Roma soy yo se publicó en 2022 en Ediciones B (Penguin Random House Grupo Editorial). Existe también una edición en audiolibro, narrada por Raúl Lloréns y publicada por Penguin Random House Audio.

Recepción crítica

La acogida crítica fue desigual. En Hislibris, el crítico que firma como Farsalia publicó el 15 de junio de 2022 una reseña muy exigente con el subtítulo editorial —«la verdadera historia de Julio César»—, al sostener que el César de Posteguillo «no es el César histórico, claro está, y por mucho que nos vendan la moto con la frasecita en la cubierta». En sentido contrario, el crítico José María Manuel García-Osuna y Rodríguez escribió en Todoliteratura, el 18 de abril de 2023, que se encontraba «ante la mejor novela-histórica del prof. Santiago Posteguillo».

Lo que viene después

La siguiente entrega de la Trilogía del Ascenso es Maldita Roma (2023), que prolonga la carrera de César y conduce el relato hasta su viaje a Rodas para formarse en oratoria junto a Apolonio Molón, durante el cual, según el episodio históricamente atestiguado, fue secuestrado por piratas cilicios.

Guía de lectura: «Roma soy yo» por tramos

Roma soy yo recorre la juventud de Julio César entre el 80 y el 63 a.C., pero su columna vertebral narrativa es mucho más concreta: el juicio del 77 a.C. en el que un César de apenas veintitrés años, todavía un abogado sin fortuna ni magistraturas, se atreve a acusar de corrupción al ex gobernador de Macedonia Cneo Cornelio Dolabela. A partir de ese proceso, la novela intercala saltos al pasado que reconstruyen la infancia, el matrimonio y los primeros años de servicio de César en la Roma que salió de la guerra civil de Sila. Lo que sigue es una guía por tramos históricos, no un resumen capítulo a capítulo: a partir de aquí hay spoilers de historia real (no de giros inventados por la novela).
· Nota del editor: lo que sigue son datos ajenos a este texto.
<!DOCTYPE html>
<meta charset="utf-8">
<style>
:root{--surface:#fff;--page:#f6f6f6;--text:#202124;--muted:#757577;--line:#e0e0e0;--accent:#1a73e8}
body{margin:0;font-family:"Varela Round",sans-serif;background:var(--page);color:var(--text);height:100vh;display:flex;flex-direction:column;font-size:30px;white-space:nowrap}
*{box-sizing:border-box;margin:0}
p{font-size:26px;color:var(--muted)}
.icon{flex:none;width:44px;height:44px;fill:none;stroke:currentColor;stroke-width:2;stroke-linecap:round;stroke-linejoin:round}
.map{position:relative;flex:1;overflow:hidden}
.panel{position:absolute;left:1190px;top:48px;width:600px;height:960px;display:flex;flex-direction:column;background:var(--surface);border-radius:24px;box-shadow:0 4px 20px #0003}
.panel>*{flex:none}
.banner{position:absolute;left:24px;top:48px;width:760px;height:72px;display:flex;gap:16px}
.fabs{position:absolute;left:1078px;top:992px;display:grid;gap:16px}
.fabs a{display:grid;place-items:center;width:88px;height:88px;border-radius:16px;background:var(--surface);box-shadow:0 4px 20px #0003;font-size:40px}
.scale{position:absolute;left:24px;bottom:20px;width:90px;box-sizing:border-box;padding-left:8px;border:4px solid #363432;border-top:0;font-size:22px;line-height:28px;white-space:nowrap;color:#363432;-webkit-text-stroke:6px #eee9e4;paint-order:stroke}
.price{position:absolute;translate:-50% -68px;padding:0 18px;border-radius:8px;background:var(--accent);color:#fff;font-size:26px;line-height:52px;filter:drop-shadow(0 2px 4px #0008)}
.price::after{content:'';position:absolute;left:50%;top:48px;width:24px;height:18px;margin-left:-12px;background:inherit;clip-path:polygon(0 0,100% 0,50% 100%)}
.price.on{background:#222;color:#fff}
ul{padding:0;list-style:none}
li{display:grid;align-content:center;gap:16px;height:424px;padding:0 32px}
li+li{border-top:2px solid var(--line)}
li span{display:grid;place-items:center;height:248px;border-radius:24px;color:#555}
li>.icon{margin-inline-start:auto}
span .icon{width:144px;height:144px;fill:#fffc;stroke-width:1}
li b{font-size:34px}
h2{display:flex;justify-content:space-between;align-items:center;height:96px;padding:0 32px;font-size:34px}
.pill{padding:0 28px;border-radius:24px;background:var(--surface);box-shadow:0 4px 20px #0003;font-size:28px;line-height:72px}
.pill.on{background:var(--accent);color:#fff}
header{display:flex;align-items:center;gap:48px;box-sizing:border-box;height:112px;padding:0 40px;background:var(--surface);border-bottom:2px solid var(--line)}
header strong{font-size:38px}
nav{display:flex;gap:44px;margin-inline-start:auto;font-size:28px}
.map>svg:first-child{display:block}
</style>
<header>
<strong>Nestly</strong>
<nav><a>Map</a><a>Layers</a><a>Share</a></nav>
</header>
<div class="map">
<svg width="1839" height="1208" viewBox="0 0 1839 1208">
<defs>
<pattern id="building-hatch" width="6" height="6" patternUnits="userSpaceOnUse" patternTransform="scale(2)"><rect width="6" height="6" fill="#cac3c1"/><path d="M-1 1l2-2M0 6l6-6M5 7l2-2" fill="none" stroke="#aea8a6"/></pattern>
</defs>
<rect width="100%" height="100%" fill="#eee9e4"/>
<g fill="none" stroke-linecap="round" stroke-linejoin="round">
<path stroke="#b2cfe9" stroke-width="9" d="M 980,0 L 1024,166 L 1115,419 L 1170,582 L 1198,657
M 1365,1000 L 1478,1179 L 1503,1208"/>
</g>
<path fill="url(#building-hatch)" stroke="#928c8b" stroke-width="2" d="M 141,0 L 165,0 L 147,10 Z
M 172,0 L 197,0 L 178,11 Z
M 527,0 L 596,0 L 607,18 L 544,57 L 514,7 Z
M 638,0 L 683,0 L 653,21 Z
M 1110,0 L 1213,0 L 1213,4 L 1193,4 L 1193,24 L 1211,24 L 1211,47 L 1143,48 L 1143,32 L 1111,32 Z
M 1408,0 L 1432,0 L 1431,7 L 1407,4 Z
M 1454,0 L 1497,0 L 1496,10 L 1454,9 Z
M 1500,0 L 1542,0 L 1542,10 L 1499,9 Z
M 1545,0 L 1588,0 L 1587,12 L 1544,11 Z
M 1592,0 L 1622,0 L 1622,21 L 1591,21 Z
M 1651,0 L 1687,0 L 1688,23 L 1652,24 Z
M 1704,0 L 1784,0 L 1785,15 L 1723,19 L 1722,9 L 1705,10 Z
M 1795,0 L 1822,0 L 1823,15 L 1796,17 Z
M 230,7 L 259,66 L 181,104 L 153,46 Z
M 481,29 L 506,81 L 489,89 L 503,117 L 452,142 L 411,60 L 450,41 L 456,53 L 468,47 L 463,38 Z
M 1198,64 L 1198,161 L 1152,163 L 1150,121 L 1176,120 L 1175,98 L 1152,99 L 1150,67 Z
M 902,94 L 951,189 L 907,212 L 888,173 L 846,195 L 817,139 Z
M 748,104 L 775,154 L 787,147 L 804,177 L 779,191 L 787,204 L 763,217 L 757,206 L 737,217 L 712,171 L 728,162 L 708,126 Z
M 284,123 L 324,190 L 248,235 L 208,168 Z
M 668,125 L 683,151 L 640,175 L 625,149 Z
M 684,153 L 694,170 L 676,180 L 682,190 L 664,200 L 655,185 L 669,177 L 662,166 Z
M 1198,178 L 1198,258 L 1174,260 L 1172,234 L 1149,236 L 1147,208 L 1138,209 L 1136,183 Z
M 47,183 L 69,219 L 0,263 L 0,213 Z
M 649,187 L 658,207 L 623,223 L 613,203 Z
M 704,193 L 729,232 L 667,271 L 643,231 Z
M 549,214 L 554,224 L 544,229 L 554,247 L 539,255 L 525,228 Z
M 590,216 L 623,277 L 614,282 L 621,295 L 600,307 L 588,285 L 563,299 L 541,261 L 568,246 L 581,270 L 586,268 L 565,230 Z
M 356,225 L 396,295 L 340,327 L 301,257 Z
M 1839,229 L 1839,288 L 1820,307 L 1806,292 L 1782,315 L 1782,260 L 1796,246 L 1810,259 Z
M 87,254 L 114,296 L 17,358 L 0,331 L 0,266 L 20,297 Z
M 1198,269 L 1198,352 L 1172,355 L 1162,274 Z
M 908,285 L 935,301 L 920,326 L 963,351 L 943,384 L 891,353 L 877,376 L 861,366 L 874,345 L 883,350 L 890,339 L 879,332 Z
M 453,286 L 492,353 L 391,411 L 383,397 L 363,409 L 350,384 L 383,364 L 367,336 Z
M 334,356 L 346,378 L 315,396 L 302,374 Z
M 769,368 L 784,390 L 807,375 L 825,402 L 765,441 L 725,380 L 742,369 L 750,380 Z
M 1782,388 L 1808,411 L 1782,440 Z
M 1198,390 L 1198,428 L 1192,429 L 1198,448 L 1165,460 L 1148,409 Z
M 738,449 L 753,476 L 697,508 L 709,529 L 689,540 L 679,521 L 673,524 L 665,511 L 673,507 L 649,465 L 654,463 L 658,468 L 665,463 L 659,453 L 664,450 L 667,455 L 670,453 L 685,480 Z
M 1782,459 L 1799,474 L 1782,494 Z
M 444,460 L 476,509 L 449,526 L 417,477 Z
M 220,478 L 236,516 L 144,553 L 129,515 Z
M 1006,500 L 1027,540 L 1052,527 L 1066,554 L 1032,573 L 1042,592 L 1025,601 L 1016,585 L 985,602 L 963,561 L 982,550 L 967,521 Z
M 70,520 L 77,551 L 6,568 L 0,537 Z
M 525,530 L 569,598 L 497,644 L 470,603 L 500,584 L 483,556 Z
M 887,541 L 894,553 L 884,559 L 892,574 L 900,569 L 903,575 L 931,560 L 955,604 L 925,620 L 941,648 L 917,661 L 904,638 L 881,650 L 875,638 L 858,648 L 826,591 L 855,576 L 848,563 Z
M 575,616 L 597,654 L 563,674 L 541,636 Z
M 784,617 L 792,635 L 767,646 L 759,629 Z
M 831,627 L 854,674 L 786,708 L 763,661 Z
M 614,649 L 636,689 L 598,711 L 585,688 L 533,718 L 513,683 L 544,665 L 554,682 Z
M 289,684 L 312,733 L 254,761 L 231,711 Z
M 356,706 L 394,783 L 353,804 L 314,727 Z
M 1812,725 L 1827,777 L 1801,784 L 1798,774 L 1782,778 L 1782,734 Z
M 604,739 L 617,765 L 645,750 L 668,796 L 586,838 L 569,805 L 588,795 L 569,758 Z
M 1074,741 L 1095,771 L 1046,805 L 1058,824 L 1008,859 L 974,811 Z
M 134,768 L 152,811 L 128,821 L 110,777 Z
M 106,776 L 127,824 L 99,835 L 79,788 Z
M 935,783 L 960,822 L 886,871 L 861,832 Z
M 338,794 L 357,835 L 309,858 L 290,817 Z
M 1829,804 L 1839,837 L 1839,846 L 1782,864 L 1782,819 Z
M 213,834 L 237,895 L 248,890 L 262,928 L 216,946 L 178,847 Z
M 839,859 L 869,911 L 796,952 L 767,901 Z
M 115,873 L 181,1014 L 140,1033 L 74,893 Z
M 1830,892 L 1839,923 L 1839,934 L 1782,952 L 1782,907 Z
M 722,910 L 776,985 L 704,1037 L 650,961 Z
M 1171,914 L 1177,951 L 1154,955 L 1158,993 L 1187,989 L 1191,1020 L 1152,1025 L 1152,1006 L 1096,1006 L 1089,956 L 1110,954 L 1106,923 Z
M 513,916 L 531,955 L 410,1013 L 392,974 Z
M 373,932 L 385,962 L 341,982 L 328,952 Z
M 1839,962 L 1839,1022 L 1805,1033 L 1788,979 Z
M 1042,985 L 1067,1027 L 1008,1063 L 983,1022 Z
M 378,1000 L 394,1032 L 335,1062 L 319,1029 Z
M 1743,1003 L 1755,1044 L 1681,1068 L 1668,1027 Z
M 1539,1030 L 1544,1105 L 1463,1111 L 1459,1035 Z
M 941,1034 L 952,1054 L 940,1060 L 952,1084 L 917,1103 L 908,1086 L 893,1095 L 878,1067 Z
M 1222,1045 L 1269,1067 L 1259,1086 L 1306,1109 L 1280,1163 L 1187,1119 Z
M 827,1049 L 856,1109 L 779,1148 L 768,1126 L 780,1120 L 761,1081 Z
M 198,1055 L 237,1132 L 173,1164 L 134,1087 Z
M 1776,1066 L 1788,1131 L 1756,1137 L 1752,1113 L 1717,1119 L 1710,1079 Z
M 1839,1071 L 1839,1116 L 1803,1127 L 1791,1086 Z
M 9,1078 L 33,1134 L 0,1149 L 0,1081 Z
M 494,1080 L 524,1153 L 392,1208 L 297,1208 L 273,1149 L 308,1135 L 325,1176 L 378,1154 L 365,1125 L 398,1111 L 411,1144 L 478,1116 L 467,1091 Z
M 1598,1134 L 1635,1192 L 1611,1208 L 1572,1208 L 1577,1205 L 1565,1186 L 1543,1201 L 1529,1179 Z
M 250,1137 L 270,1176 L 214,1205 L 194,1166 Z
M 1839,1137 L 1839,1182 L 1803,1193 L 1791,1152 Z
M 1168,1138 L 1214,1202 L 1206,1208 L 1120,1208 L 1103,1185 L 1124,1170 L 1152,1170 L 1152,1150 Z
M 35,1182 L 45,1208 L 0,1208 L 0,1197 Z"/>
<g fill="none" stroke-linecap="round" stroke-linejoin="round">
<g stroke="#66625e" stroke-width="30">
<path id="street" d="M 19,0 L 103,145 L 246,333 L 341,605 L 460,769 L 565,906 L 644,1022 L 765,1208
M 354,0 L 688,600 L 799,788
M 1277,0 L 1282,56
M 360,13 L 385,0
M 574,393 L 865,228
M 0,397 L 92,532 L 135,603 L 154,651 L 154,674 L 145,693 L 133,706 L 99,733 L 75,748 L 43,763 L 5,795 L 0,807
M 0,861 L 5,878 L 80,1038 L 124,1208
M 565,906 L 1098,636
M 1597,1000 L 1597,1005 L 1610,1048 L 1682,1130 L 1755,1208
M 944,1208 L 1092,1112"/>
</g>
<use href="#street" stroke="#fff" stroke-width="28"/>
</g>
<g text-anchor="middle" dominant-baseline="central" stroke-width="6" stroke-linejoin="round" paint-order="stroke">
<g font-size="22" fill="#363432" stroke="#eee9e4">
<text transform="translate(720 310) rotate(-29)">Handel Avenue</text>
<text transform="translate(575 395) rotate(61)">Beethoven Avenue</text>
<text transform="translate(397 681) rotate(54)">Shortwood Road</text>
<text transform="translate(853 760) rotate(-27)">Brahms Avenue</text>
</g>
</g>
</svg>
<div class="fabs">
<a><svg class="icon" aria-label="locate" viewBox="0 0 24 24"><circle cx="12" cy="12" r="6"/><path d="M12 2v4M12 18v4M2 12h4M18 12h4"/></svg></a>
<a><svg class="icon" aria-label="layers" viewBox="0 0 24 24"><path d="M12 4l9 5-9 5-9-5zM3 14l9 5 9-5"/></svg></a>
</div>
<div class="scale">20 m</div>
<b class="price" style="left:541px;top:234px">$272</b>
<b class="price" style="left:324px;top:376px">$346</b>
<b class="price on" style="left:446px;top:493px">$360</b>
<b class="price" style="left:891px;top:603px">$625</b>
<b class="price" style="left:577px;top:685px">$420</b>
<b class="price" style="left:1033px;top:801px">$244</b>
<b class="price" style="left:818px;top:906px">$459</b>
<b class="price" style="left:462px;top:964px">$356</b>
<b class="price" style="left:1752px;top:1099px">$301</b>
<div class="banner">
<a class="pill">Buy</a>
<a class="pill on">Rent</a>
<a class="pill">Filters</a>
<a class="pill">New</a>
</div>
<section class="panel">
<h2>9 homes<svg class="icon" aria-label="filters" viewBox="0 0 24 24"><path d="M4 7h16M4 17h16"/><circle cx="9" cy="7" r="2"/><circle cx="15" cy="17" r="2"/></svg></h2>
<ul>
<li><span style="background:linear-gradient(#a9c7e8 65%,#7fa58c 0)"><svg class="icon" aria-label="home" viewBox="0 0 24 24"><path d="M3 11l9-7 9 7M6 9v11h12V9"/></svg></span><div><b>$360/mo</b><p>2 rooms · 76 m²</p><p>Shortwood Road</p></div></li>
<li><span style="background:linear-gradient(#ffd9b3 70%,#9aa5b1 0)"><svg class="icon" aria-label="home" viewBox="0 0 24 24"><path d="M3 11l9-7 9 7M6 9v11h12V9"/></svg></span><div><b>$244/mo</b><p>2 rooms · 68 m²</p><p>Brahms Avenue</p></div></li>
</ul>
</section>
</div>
Cómo está construido el libro

El adelanto editorial de Roma soy yo (Ediciones B / Penguin Random House Grupo Editorial, 2022) permite confirmar parte de su arquitectura interna: tras un «Principium» inicial y un «Prooemium» de contexto histórico sobre la crisis de la República, la novela abre la trama del juicio con una sección titulada «El juicio I», encabezada por un término del procedimiento judicial romano —la petitio, esto es, el momento en que alguien solicita a un abogado que acepte defenderlo o acusar en su nombre—, dentro de la cual los capítulos numerados alternan el tribunal del 77 a.C. con la biografía de César. No hemos podido verificar cuántas secciones «El juicio» contiene el libro en total ni el resto de sus epígrafes, así que el recorrido siguiente se organiza por fases históricas reales, con sus fechas, y no por el índice completo del libro.

Fase 1 — Roma bajo el terror de Sila (82-81 a.C.)
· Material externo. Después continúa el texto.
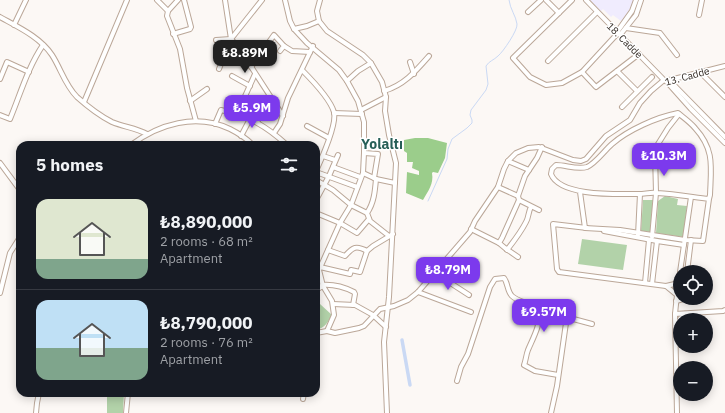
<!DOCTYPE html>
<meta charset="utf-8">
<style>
:root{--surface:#171b24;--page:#20242c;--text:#f1f3f6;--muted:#9ea1a6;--line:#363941;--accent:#7c3aed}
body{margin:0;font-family:"IBM Plex Sans",sans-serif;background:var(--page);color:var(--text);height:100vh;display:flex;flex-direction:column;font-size:15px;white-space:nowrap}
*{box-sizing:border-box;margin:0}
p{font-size:13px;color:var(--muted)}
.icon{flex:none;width:22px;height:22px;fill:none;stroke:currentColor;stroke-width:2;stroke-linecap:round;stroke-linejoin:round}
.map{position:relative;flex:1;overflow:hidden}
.side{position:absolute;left:16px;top:141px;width:304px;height:256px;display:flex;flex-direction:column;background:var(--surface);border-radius:12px;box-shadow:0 2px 10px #0003}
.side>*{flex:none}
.fabs{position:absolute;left:673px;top:265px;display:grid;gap:8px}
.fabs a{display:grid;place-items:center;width:40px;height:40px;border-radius:50%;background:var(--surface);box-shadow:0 2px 10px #0003;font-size:20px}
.price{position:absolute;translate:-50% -34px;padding:0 9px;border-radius:8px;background:var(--accent);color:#fff;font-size:13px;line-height:26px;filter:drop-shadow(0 1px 2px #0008)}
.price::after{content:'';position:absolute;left:50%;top:24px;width:12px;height:9px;margin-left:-6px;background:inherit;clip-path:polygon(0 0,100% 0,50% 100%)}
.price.active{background:#222;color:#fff}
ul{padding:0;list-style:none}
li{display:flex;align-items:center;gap:12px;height:100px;padding:0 20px}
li+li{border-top:1px solid var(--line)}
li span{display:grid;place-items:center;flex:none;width:112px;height:80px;border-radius:12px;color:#555}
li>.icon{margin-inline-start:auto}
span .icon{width:48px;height:48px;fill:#fffc;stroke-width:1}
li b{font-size:17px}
h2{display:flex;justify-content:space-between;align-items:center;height:48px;padding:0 20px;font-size:17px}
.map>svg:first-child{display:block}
.education{fill:#f0ecfe}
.green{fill:#b2d2a9}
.forest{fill:#9bcd8b}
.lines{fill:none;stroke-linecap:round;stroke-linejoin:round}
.stream{stroke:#cad9f4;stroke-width:1}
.canal{stroke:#cad9f4;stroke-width:3.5}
.minor-casing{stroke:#bba798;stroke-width:6}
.minor{stroke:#fff;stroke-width:4}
.labels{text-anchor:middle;stroke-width:3;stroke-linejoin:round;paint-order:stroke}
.street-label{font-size:10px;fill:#322a24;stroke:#fff}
.district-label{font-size:14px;font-weight:bold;fill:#275f57;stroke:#fff}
</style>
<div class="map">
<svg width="725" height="413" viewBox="0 0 725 413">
<rect width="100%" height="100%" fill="#fcf8f5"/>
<path class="education" d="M590 0H634L628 13 621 21 613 15 611 17 603 9 601 11Z"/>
<g class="green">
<path d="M665 196 678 199 677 205 687 206 683 237 656 233 658 201Z"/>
<path d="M643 200H653L650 232 641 231Z"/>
<path d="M582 239 627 245 623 270 578 264Z"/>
<rect x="17" y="249" width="3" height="55"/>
<path d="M316 303 320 304 332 315C328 322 325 328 316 330Z"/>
<path d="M107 393H124L123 413H107Z"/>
</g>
<path class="forest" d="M415 138H428L447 143 445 158 438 173 433 172 432 173C434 184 428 191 423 200L406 193 407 172 419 175V171L412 168 413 162H407V153L404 151V140Z"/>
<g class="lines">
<path class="stream" d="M428 201 447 159 448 149 452 139 467 128 472 123V120L470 115 471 110 486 90 488 84 486 66C489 61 494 60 498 56 503 52 518 30 517 24 516 16 510 9 509 0"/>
<path class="canal" d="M402 340 410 385"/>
<g class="minor-casing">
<g id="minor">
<path d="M157 0 168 11"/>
<path d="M178 0 168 11 167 16 180 49 187 88 196 121"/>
<path d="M225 0 231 39 239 48 283 116"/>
<path d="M285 0 290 21 294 29 307 43 339 70 347 81 358 101 364 122V153L363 173 351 205 340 223 319 270 316 272"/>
<path d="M320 0 317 11 319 21 327 31 363 55 371 63 382 82 386 97 385 111 389 135 396 163 389 297 384 342 387 413"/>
<path d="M546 0 559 13"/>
<path d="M572 0 513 58 530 77 546 85 562 83 582 72 618 33"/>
<path d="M586 0 664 80"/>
<path d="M528 12 541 0"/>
<path d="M699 15 702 0"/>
<path d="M0 17C18 27 40 37 52 55 61 69 65 85 77 97 86 105 102 117 112 122 124 127 136 128 147 134"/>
<path d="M14 25 26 0"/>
<path d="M626 28 660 33 677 55"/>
<path d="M294 29 307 26 319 21"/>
<path d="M617 32 632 11 636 0"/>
<path d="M173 34 190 29 191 27 184 0"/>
<path d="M620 35 636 15 641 0"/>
<path d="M216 40 231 39"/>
<path d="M284 46 292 51 310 52"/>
<path d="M264 47 271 52"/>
<path d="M548 61 597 12"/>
<path d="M410 62 414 74"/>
<path d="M251 67 274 35 284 46 280 51"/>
<path d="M219 69 231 39 262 0"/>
<path d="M302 70C311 79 330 99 334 112 337 124 321 160 316 171"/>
<path d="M617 71 637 91"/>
<path d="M582 72 596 87 639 54"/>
<path d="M700 72 725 97"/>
<path d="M232 76 250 86"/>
<path d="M0 79 7 62 29 72"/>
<path d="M669 80 725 137"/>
<path d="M347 81 358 71 371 63"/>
<path d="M666 81 691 109 725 143"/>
<path d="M384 91C404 85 415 72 429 56"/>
<path d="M190 101 207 89"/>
<path d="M84 102 127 0"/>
<path d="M622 107 652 77"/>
<path d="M361 110 386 97"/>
<path d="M334 113 362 114"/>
<path d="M237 114 255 74"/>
<path d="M0 115 10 119C20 95 28 67 43 45"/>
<path d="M257 122 271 99"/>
<path d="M215 124 221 110C250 117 265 125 287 145"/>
<path d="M307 126 329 138"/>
<path d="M274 133 280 124 288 98 313 46"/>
<path d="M241 136 250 119"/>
<path d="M131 145C159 124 196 113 230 129 238 133 246 138 253 145"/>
<path d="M364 153 378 154 374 178"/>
<path d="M323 156 335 160"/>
<path d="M508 161 529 170"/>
<path d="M0 163 20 190"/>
<path d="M333 167 360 177"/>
<path d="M316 172 357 187"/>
<path d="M363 173 376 179 395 183"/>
<path d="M376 179C375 191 374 203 367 213L370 221 389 236"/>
<path d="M316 180 333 190 351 205 367 213"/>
<path d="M498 187 518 196"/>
<path d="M580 192 585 228 620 230 685 240 703 241 709 199 710 195C711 167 715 150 695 128 690 122 684 118 678 113 657 117 628 130 612 144 604 151 596 163 587 167 577 170 566 165 556 165L552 169 551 174C560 197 618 194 639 194 645 194 651 192 657 193 675 194 692 197 709 199"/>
<path d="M316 200 329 176 338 155"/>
<path d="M519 200 539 210"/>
<path d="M316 213 340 223 357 233 369 219"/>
<path d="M587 228 553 224 557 269 559 272 666 286 677 295 675 314 677 413"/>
<path d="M471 229 499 243 505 248 518 257"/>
<path d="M604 231 657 241 684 245"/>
<path d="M638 235 640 194"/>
<path d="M652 237 656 193 655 153 658 144 668 128 679 114"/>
<path d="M499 243 502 238 519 200 518 196 525 176 537 158 542 147"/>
<path d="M328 250 345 256C353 247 356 245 367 251"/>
<path d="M507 250C514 241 521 232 526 222 529 217 528 212 531 207"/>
<path d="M320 267 350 274 351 270 360 272 367 251 373 246 393 234"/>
<path d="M319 270 323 286 332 301 334 315 327 331 335 333 359 328 364 326 380 309 394 306 408 300 418 292 470 232 475 221 498 187 504 169 508 161 516 153 528 148 539 147 573 160 581 161 586 159 606 136 630 120 640 103 651 91 664 80 666 81 725 66"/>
<path d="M680 272 691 197"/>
<path d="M687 272 691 240"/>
<path d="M435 273 469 295"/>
<path d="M645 283 649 240"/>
<path d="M652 284 657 241"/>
<path d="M322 285C334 284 344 287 354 292L355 294 353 305"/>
<path d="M666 286 679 283"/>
<path d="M316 290 323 286"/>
<path d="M418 292 471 312"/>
<path d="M0 293 10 253 20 237"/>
<path d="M677 295 680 273"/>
<path d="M676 301 683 299V298"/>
<path d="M333 304 355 305 373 315 386 327"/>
<path d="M675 314 723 311 725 310"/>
<path d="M676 330 680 319 685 314"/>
<path d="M316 333 327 331"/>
<path d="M558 375 535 371 524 365C526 360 526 355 528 350 534 336 540 326 540 310L592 324"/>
<path d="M457 381 461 367 468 354 490 287 495 279 504 278C508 283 507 291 512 296 518 302 532 303 540 310"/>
<path d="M303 399 304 393"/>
<path d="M36 413 37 403 39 393"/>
<path d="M126 413 128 393"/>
<path d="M551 413 557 386 567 316"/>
</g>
</g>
<use href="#minor" class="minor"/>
</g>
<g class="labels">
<g class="street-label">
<text transform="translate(625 40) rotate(45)" y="4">18. Cadde</text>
<text transform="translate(687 76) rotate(-15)" y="4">13. Cadde</text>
</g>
<g class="district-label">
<text x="382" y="149">Yolaltı</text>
</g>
</g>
</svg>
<div class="fabs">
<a><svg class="icon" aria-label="locate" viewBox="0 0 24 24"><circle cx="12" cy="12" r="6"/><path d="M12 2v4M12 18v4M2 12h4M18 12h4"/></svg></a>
<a>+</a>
<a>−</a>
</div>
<b class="price active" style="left:245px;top:74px">₺8.89M</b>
<b class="price" style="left:252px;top:129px">₺5.9M</b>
<b class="price" style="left:664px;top:177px">₺10.3M</b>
<b class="price" style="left:448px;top:291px">₺8.79M</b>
<b class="price" style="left:544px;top:333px">₺9.57M</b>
<section class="side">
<h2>5 homes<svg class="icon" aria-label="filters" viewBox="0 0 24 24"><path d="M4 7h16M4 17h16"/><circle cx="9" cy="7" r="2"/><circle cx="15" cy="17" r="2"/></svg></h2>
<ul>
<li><span style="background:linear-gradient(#dfe7d0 75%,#7fa58c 0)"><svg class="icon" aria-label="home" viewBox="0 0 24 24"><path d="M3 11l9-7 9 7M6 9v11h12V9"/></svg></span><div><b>₺8,890,000</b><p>2 rooms · 68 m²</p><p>Apartment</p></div></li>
<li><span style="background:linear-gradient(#bfe0f5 60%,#7fa58c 0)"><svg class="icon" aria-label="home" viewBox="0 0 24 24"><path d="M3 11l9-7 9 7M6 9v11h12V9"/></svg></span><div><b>₺8,790,000</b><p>2 rooms · 76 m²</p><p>Apartment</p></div></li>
</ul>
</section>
</div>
Tras derrotar en la guerra civil a los partidarios de Cayo Mario —tío político de César, muerto en el 86 a.C.—, Lucio Cornelio Sila se proclamó dictador y publicó las listas de proscripción: miles de nombres de adversarios políticos condenados a muerte y confiscación de bienes. La familia de Julio César, sobrino de Mario y casado con Cornelia, hija del ya fallecido líder popular Cinna, quedó marcada. Sila le exigió que se divorciara de ella; César se negó, fue proscrito y tuvo que esconderse hasta que parientes y sacerdotisas vestales intercedieron por él ante el dictador. En estos años de peligro, su amigo de infancia Tito Labieno es, en la novela, su confidente más cercano.

Fase 2 — El joven oficial en Oriente: el sitio de Mitilene (c. 81-80 a.C.)

Alejado de Roma, César sirvió en la provincia de Asia a las órdenes del propretor Marco Minucio Termo, participando en el asedio de Mitilene, en la isla de Lesbos, el último bastión que aún resistía tras la Paz de Dárdano que había cerrado la primera guerra contra Mitrídates. Por salvar la vida de un ciudadano en el asalto recibió la corona cívica, una de las más altas condecoraciones militares de Roma. En esos mismos años, Lucio Licinio Lúculo, hombre de confianza de Sila en las campañas contra Mitrídates, seguía consolidando la presencia romana en Oriente, mientras que en Sicilia y África un jovencísimo Cneo Pompeyo Magno combatía por la causa silana contra los últimos partidarios de Mario, ganándose de manos del propio Sila el título de «Magno» antes incluso de haber ocupado ningún cargo público.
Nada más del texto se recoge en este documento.